__Problem description__. Among the lines below, tally those that contain "content" and respond with the total only.

__Record set__.
********************

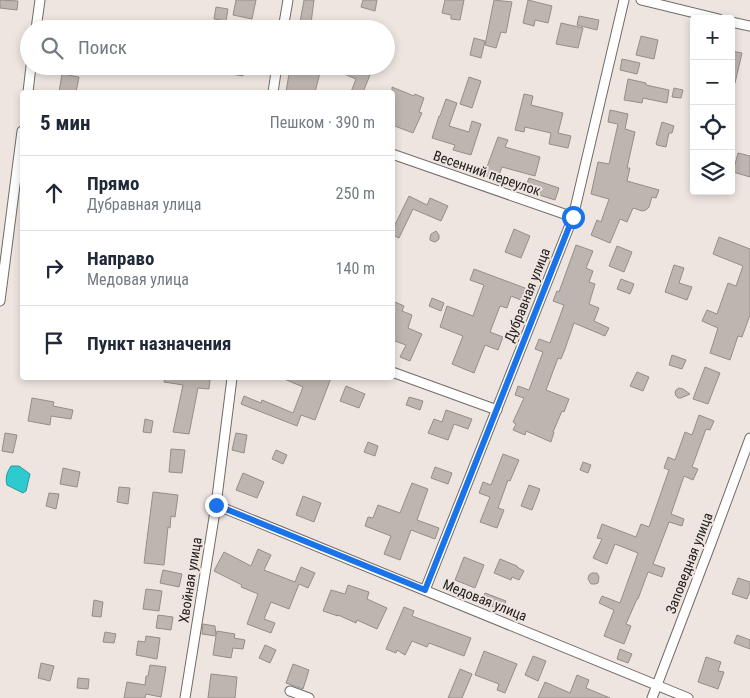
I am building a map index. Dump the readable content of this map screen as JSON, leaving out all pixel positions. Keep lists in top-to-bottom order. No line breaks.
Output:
{"streets":{"street":["Весенний переулок","Дубравная улица","Заповедная улица","Хвойная улица","Медовая улица"]},"crossings":[["Весенний переулок","Дубравная улица"],["Дубравная улица","Медовая улица"],["Заповедная улица","Медовая улица"],["Хвойная улица","Медовая улица"]],"page":{"map_buttons":["+","−"],"search":"Поиск","heading":["5 мин","Пешком · 390 m"],"list":[["Прямо","Дубравная улица","250 m"],["Направо","Медовая улица","140 m"],"Пункт назначения"]}}
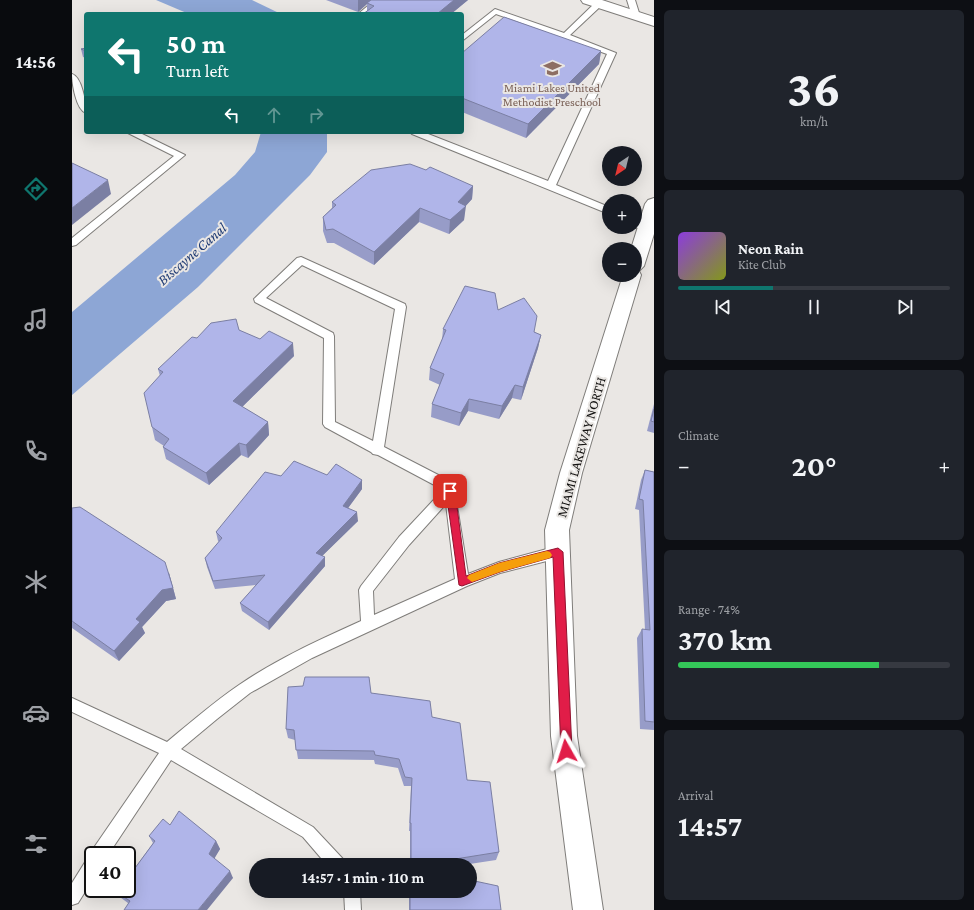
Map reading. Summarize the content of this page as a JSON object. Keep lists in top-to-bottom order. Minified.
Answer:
{"streets":{"street":["MIAMI LAKEWAY NORTH"]},"water":["Biscayne Canal"],"places":{"school or university":["Miami Lakes United Methodist Preschool"]},"north":"bottom left","page":{"tabs":"14:56","tile":[["36","km/h"],"Climate",["Range · 74%","370 km"],["Arrival","14:57"]],"turn":["50 m","Turn left"],"map_buttons":["+","−"],"song":["Neon Rain","Kite Club"],"heat":["−","20°","+"],"limit":"40","trip":"14:57 · 1 min · 110 m"}}
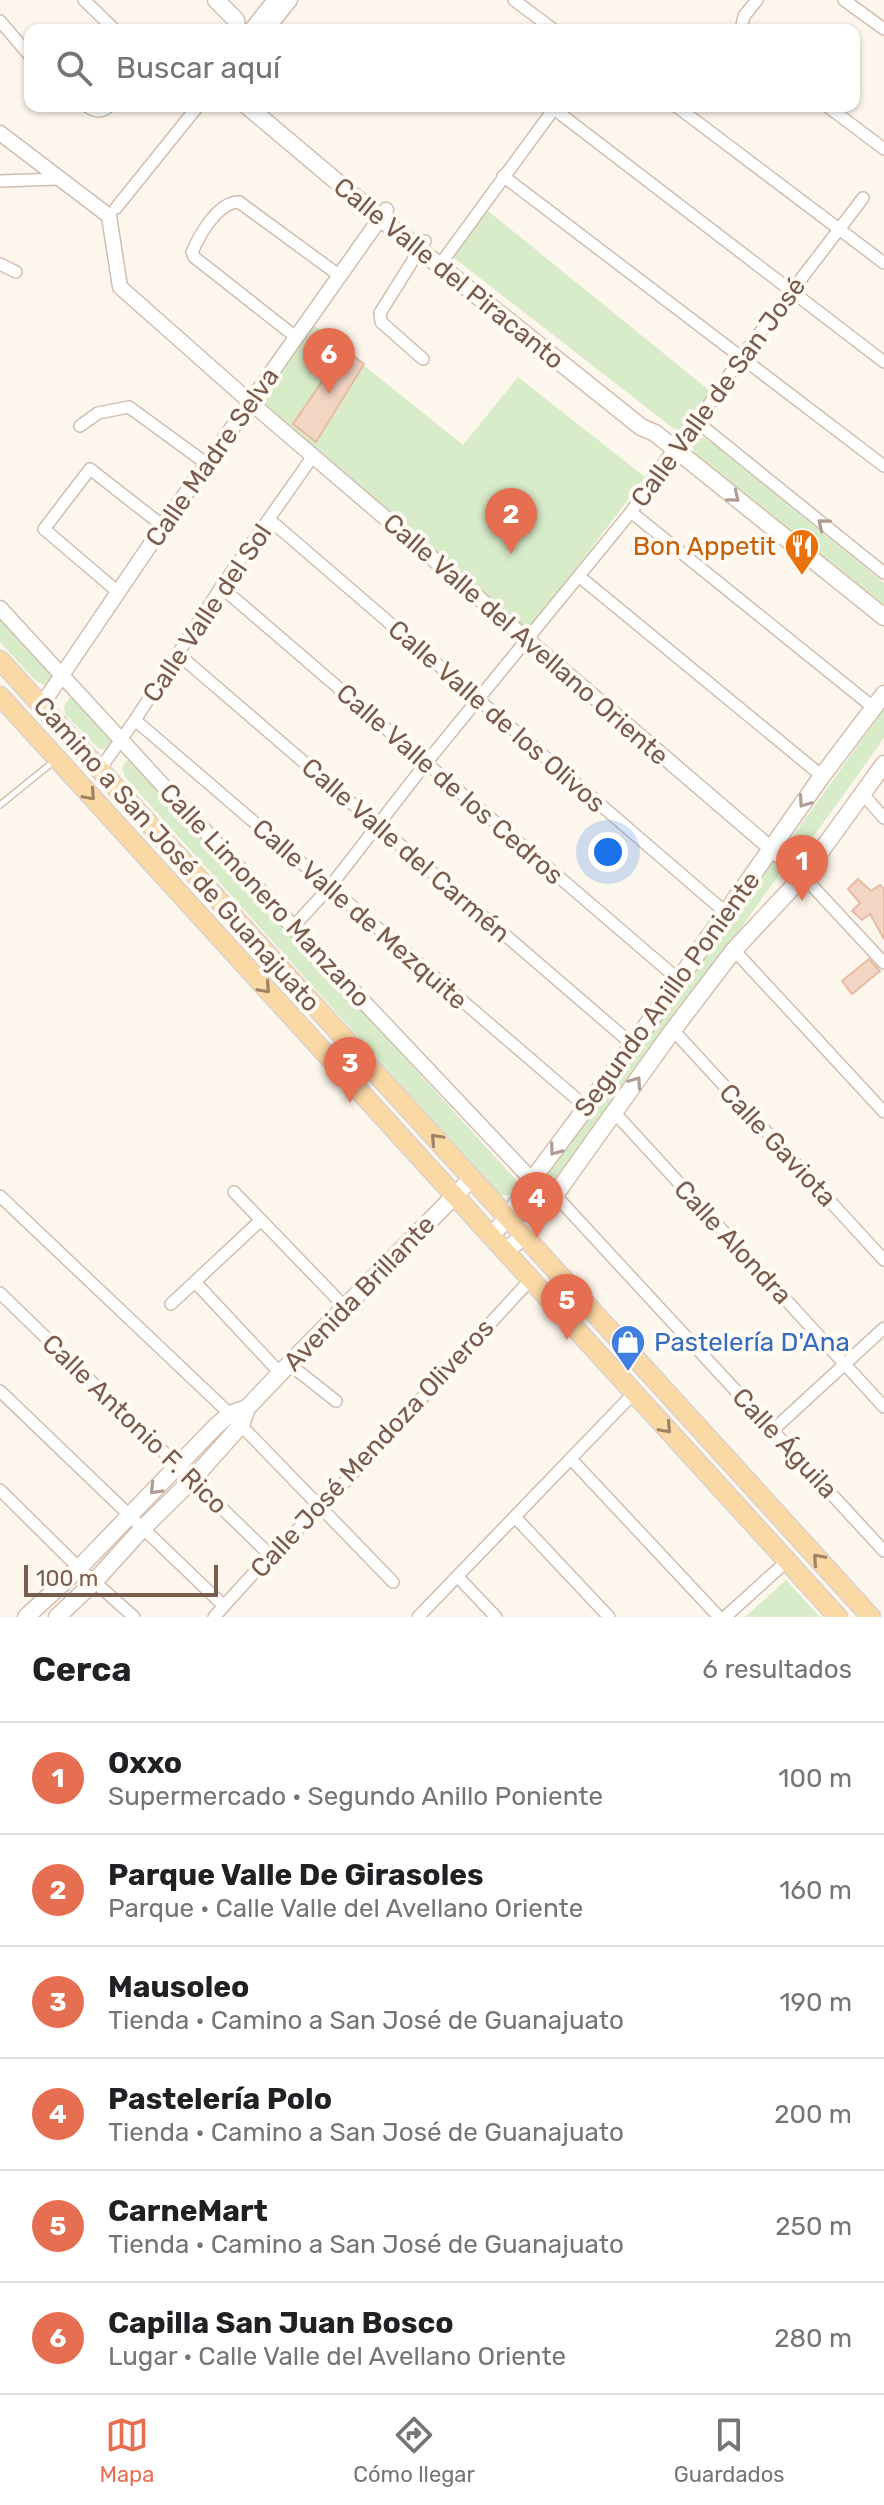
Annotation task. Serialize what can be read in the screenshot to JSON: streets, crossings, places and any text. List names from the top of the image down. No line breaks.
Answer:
{"streets":{"main road":["Calle Valle del Piracanto","Camino a San José de Guanajuato","Segundo Anillo Poniente","Avenida Brillante"],"street":["Calle Valle de San José","Calle Madre Selva","Calle Valle del Sol","Calle Valle del Avellano Oriente","Calle Valle de los Olivos","Calle Valle de los Cedros","Calle Valle del Carmén","Calle Limonero Manzano","Calle Valle de Mezquite","Calle Gaviota","Calle Alondra","Calle Antonio F. Rico","Calle Águila","Calle José Mendoza Oliveros"]},"crossings":[["Calle Valle del Piracanto","Calle Valle de San José"],["Calle Valle del Piracanto","Calle Madre Selva"],["Calle Valle de San José","Calle Valle del Avellano Oriente"],["Calle Valle de San José","Calle Valle de los Olivos"],["Calle Valle de San José","Calle Valle de los Cedros"],["Calle Valle de San José","Calle Valle del Carmén"],["Calle Valle de San José","Calle Limonero Manzano"],["Calle Valle de San José","Calle Valle de Mezquite"],["Calle Madre Selva","Calle Valle del Avellano Oriente"],["Calle Madre Selva","Camino a San José de Guanajuato"],["Calle Madre Selva","Calle Limonero Manzano"],["Calle Valle del Sol","Calle Valle del Avellano Oriente"],["Calle Valle del Sol","Calle Valle de los Olivos"],["Calle Valle del Sol","Calle Valle de los Cedros"],["Calle Valle del Sol","Calle Valle del Carmén"],["Calle Valle del Sol","Camino a San José de Guanajuato"],["Calle Valle del Sol","Calle Limonero Manzano"],["Calle Valle del Sol","Calle Valle de Mezquite"],["Calle Valle del Avellano Oriente","Segundo Anillo Poniente"],["Calle Valle de los Olivos","Segundo Anillo Poniente"],["Calle Valle de los Cedros","Segundo Anillo Poniente"],["Calle Valle del Carmén","Segundo Anillo Poniente"],["Camino a San José de Guanajuato","Segundo Anillo Poniente"],["Camino a San José de Guanajuato","Avenida Brillante"],["Camino a San José de Guanajuato","Calle José Mendoza Oliveros"],["Calle Limonero Manzano","Segundo Anillo Poniente"],["Calle Valle de Mezquite","Segundo Anillo Poniente"],["Segundo Anillo Poniente","Calle Gaviota"],["Segundo Anillo Poniente","Calle Alondra"],["Segundo Anillo Poniente","Calle Águila"],["Avenida Brillante","Calle Antonio F. Rico"],["Calle Antonio F. Rico","Calle José Mendoza Oliveros"]],"places":{"restaurant":["Bon Appetit"],"shop":["Pastelería D'Ana"]},"scale_bar":"100 m","page":{"search":"Buscar aquí","pins":["6","2","1","3","4","5"],"scale":"100 m","heading":["Cerca","6 resultados"],"list":[{"mark":"1","name":"Oxxo","note":"Supermercado · Segundo Anillo Poniente","value":"100 m"},{"mark":"2","name":"Parque Valle De Girasoles","note":"Parque · Calle Valle del Avellano Oriente","value":"160 m"},{"mark":"3","name":"Mausoleo","note":"Tienda · Camino a San José de Guanajuato","value":"190 m"},{"mark":"4","name":"Pastelería Polo","note":"Tienda · Camino a San José de Guanajuato","value":"200 m"},{"mark":"5","name":"CarneMart","note":"Tienda · Camino a San José de Guanajuato","value":"250 m"},{"mark":"6","name":"Capilla San Juan Bosco","note":"Lugar · Calle Valle del Avellano Oriente","value":"280 m"}],"nav":["Mapa","Cómo llegar","Guardados"]}}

********************

__Answer to the problem__. 2